• AIM OF THE TASK:
Line by line, please look for the word "shadow" in the following records, then copy each line you find it in.
[[ DATASET RECORDS open ]]
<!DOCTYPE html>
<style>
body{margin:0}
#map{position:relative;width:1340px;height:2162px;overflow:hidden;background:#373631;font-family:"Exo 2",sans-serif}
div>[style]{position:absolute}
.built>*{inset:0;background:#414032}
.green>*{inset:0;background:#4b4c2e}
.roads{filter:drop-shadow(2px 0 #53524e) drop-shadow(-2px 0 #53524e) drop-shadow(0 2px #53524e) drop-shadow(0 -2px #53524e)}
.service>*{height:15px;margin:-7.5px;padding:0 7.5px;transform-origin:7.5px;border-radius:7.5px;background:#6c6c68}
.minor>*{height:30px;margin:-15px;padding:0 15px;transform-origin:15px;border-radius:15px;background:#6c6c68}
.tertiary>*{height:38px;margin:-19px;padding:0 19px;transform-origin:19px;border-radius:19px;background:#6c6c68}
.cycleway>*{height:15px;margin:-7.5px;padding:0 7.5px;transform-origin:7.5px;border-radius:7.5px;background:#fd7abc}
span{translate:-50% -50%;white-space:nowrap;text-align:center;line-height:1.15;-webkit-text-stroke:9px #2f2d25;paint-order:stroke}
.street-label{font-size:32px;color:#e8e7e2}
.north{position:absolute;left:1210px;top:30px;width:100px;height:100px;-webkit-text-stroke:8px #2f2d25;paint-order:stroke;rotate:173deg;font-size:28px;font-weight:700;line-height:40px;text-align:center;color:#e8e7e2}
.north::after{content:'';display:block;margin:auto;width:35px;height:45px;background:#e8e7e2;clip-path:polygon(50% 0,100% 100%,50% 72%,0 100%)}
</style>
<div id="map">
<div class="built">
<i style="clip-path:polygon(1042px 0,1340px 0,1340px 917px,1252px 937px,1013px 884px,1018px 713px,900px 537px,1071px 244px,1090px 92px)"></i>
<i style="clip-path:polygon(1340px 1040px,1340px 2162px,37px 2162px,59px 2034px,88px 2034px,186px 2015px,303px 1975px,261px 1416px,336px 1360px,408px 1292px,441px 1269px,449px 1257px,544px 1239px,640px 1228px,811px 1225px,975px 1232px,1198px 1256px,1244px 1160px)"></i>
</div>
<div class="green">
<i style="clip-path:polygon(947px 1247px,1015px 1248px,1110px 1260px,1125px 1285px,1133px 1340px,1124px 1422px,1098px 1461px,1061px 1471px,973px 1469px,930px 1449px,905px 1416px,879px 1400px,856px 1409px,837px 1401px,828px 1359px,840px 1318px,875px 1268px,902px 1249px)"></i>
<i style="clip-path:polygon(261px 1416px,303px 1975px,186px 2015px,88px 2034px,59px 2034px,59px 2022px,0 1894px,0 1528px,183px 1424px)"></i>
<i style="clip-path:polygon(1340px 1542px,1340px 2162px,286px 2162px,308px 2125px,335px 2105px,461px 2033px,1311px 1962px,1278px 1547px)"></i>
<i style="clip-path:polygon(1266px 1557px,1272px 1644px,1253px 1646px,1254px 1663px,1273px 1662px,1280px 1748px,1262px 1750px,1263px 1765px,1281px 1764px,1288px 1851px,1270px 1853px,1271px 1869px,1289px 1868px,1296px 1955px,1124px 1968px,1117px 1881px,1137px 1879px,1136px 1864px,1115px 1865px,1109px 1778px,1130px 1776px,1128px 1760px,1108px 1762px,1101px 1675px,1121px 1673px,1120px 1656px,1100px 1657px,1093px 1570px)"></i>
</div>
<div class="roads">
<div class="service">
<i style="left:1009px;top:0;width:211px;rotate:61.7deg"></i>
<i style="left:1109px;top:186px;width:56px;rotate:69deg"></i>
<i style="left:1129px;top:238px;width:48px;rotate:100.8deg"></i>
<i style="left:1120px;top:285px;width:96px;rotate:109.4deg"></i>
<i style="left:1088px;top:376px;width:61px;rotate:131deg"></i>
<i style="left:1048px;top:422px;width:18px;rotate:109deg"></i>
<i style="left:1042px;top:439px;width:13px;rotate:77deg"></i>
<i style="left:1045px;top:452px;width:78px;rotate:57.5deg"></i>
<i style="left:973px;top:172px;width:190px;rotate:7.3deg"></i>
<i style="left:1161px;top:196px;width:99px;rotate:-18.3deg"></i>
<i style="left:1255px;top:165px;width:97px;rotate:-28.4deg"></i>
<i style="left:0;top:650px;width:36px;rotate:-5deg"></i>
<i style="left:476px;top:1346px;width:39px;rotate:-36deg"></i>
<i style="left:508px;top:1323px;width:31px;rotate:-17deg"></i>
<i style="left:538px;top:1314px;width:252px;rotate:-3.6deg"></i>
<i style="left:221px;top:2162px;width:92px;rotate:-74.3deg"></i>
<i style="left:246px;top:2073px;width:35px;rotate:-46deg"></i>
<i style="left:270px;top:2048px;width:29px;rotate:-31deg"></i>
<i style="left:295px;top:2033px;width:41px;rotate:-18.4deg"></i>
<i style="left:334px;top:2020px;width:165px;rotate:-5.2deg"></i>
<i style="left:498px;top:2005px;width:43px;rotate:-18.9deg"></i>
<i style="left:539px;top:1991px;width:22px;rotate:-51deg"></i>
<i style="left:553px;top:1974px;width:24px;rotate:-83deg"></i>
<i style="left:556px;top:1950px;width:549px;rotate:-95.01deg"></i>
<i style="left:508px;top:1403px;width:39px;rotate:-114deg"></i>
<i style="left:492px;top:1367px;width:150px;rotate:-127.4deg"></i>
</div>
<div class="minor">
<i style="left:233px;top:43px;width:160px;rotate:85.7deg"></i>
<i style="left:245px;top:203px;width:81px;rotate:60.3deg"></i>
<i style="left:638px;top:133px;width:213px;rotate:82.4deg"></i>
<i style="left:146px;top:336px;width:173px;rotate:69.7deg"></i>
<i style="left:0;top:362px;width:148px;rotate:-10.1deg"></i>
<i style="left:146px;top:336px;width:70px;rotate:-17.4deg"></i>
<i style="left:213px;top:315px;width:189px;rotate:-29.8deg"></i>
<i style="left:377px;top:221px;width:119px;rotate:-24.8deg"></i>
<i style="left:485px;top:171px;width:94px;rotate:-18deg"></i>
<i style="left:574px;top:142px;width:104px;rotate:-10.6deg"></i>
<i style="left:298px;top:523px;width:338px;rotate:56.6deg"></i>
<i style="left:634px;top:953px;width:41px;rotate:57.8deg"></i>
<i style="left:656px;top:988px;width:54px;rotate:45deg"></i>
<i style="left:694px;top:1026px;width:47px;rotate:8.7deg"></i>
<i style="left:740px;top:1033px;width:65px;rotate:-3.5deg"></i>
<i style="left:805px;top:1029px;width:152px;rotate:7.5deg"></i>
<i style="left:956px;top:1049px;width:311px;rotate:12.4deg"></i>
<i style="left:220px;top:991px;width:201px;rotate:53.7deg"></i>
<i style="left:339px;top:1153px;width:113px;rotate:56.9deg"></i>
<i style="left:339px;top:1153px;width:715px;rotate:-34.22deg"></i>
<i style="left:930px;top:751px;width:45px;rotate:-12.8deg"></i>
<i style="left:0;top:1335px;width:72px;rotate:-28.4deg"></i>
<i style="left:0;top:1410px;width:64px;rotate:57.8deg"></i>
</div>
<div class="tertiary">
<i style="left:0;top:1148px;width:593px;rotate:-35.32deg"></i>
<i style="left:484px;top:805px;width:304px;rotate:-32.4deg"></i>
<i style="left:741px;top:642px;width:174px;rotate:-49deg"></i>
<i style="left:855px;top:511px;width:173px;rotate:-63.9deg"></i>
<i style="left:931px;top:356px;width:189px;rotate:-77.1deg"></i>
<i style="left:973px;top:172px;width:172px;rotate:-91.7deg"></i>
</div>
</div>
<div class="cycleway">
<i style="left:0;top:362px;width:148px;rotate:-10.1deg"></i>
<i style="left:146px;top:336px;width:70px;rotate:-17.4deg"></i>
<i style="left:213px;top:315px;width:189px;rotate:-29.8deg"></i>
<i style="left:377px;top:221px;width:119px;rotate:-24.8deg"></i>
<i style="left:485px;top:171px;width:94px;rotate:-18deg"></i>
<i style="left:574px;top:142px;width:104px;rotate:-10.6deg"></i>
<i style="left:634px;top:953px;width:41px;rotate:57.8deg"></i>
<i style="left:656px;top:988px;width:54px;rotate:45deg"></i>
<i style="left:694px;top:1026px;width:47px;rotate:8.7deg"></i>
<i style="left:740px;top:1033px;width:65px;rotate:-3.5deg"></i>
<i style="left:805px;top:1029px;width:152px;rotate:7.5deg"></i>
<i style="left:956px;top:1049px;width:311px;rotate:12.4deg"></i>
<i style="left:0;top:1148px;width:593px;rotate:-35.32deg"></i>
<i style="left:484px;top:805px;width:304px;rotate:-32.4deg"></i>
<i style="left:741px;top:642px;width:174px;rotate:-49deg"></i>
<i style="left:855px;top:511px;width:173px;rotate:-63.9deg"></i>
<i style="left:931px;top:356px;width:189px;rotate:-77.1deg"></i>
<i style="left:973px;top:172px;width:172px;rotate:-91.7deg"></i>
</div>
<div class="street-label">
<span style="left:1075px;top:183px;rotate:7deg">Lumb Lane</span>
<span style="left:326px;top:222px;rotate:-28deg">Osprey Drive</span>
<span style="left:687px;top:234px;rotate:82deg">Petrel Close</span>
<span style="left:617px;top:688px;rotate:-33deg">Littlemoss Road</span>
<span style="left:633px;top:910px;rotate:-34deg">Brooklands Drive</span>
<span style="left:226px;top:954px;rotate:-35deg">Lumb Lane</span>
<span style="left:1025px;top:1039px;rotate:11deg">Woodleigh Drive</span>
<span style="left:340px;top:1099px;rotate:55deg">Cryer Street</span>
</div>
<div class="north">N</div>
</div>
[[ DATASET RECORDS closed ]]
[[ DATASET RECORDS open ]]
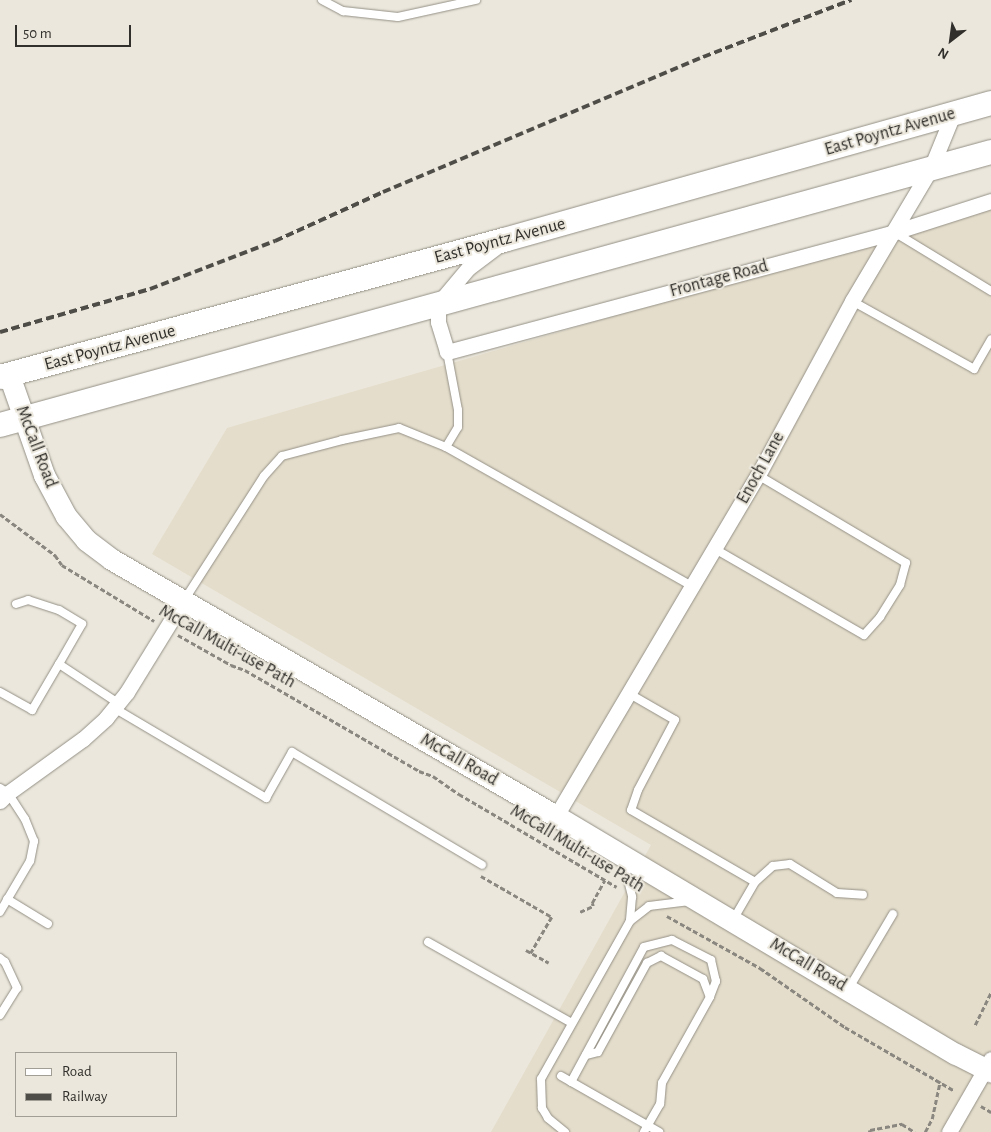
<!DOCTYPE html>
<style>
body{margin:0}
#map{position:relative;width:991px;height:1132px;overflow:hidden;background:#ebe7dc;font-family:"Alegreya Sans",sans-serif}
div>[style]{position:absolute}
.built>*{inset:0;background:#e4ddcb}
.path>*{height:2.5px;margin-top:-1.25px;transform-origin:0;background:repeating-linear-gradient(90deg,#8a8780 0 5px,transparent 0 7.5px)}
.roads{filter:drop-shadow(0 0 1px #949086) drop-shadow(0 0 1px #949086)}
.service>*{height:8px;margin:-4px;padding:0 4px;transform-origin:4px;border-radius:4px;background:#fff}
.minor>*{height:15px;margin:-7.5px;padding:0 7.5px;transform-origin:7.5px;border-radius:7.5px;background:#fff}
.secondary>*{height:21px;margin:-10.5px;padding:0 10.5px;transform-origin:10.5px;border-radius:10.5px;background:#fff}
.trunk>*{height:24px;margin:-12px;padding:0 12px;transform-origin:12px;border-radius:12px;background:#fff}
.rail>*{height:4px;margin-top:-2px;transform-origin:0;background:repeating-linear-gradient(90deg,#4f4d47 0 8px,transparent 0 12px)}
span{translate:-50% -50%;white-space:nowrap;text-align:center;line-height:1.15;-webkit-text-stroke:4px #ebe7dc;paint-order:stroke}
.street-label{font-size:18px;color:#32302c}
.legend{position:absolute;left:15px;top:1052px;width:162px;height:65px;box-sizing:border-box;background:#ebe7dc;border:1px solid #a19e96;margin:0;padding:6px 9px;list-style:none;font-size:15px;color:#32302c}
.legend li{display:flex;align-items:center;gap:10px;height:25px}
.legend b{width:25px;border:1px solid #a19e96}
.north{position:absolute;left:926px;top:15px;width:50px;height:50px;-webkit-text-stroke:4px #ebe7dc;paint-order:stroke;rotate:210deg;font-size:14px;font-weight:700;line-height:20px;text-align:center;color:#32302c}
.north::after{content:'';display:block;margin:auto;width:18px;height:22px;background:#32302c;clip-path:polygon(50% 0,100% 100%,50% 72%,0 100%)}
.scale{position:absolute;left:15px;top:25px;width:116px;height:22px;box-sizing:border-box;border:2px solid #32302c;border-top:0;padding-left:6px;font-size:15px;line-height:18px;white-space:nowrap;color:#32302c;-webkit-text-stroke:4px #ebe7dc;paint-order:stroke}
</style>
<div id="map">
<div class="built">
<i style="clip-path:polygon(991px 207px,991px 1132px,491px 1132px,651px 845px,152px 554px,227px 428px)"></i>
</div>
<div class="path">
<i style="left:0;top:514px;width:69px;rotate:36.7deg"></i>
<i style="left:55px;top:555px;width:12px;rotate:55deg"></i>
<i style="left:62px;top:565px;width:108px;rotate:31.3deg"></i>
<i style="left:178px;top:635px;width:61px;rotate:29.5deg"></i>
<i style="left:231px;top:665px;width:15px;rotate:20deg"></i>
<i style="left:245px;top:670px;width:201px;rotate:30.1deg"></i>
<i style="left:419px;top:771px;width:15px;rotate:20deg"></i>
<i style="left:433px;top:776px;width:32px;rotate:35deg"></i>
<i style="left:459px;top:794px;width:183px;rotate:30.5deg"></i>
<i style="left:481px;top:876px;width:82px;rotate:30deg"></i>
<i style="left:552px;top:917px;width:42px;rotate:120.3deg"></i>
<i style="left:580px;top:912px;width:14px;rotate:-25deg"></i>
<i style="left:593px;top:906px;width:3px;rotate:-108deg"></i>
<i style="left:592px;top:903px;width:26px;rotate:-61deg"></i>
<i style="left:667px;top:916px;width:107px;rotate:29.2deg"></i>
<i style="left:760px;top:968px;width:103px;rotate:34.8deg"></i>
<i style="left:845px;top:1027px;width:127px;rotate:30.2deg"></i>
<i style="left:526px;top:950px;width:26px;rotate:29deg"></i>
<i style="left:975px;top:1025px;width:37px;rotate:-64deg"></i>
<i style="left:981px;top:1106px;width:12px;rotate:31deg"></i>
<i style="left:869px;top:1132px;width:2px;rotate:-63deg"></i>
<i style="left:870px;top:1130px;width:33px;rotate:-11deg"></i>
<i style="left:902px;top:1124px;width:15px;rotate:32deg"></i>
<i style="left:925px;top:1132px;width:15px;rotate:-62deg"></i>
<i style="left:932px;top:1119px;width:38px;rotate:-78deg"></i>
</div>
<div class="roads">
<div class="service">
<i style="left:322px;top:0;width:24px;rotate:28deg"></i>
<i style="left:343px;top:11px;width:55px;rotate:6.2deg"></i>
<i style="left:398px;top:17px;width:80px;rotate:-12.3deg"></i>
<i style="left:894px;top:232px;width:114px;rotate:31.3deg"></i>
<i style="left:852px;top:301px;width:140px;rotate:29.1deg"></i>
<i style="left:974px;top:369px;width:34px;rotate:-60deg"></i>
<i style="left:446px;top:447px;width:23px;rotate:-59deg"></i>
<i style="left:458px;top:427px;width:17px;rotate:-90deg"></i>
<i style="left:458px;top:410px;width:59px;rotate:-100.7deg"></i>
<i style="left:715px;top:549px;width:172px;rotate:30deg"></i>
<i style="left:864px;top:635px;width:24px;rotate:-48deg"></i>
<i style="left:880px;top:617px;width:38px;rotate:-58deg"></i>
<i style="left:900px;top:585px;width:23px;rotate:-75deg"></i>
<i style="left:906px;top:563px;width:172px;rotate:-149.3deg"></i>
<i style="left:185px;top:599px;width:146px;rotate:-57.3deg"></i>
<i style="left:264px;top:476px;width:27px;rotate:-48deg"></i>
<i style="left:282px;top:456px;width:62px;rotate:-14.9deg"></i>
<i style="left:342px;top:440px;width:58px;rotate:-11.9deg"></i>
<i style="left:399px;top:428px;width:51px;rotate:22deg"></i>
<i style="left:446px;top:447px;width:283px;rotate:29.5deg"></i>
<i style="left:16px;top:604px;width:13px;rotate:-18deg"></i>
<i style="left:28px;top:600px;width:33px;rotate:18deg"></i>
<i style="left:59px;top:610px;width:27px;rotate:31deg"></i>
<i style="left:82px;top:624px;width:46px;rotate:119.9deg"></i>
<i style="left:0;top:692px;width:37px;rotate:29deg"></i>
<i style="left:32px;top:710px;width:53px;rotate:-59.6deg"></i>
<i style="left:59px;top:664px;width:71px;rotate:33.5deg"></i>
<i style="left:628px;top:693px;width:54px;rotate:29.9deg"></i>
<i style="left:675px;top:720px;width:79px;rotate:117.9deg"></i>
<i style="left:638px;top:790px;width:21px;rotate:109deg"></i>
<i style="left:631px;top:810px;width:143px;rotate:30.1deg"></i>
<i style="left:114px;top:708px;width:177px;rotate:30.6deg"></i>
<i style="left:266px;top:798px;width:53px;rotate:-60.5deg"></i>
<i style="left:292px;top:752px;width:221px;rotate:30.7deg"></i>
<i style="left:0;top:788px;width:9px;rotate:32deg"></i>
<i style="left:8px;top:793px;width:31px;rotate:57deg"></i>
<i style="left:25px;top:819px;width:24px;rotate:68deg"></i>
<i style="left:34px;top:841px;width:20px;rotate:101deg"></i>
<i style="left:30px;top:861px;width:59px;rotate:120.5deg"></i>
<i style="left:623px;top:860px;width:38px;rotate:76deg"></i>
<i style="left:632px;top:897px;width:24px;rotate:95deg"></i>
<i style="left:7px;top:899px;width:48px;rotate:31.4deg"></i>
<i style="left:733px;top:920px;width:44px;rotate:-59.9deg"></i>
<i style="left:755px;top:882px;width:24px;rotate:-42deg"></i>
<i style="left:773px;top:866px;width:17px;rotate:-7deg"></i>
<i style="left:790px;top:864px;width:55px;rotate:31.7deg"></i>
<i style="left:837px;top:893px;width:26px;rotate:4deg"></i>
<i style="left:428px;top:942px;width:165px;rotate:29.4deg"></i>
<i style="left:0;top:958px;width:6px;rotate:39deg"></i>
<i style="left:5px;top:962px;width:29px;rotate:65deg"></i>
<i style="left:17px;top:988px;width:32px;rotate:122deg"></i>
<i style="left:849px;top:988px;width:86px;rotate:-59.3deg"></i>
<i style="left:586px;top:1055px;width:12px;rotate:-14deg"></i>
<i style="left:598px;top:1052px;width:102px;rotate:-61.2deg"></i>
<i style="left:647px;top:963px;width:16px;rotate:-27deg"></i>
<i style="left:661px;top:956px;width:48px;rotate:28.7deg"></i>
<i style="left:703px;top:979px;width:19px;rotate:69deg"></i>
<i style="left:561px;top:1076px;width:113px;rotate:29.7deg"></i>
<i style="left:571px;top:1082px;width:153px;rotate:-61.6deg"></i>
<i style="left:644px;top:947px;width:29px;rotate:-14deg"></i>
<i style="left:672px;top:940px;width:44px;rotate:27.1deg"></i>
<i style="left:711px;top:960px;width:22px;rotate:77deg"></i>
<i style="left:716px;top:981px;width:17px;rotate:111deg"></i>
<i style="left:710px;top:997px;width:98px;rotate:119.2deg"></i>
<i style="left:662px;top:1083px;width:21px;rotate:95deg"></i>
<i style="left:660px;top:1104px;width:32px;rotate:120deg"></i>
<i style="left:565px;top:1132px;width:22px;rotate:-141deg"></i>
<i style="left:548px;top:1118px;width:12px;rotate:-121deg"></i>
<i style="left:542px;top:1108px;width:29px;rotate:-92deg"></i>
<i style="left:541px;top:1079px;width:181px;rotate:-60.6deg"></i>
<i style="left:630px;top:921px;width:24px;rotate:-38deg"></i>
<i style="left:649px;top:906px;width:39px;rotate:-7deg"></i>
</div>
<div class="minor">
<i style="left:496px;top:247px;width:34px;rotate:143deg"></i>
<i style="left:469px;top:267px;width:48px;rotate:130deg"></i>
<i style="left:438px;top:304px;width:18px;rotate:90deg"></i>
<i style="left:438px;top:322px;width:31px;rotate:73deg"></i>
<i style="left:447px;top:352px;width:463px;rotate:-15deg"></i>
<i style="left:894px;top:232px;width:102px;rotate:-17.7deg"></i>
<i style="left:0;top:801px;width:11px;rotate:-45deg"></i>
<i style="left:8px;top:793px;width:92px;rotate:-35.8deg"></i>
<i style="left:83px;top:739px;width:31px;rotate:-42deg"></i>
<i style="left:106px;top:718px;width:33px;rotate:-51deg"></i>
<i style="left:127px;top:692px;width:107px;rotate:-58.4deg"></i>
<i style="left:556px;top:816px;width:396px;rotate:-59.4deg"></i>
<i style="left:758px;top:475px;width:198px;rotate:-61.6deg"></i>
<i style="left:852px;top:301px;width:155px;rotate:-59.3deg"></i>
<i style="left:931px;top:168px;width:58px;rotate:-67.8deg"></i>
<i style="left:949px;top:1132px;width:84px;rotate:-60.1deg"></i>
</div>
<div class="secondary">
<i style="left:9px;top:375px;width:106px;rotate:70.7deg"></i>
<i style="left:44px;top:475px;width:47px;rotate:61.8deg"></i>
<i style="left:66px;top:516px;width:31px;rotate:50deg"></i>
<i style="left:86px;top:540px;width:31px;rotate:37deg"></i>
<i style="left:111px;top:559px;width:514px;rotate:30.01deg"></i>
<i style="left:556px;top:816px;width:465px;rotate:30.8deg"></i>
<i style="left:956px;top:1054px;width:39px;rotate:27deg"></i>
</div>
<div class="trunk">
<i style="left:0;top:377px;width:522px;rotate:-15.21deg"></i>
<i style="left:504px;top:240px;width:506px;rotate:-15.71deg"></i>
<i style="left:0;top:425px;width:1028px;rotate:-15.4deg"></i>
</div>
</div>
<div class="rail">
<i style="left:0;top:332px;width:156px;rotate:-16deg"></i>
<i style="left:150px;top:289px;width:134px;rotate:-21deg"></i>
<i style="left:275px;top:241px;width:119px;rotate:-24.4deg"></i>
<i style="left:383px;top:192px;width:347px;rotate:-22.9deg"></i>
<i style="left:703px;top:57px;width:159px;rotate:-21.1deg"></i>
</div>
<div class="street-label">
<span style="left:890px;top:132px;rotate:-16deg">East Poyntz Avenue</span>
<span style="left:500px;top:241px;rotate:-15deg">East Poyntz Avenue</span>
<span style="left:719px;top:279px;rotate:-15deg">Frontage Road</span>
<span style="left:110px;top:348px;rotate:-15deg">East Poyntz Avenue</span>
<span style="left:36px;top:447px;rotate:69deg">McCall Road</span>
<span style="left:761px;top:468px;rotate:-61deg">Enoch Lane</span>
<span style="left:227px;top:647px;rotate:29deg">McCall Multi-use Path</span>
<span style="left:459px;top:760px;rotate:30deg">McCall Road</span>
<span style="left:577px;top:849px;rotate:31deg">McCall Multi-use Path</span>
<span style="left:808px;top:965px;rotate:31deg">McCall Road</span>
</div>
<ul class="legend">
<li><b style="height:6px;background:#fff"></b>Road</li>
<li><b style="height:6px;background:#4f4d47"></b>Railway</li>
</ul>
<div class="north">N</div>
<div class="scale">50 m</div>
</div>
[[ DATASET RECORDS closed ]]
• EXPECTED OUTPUT:
.roads{filter:drop-shadow(2px 0 #53524e) drop-shadow(-2px 0 #53524e) drop-shadow(0 2px #53524e) drop-shadow(0 -2px #53524e)}
.roads{filter:drop-shadow(0 0 1px #949086) drop-shadow(0 0 1px #949086)}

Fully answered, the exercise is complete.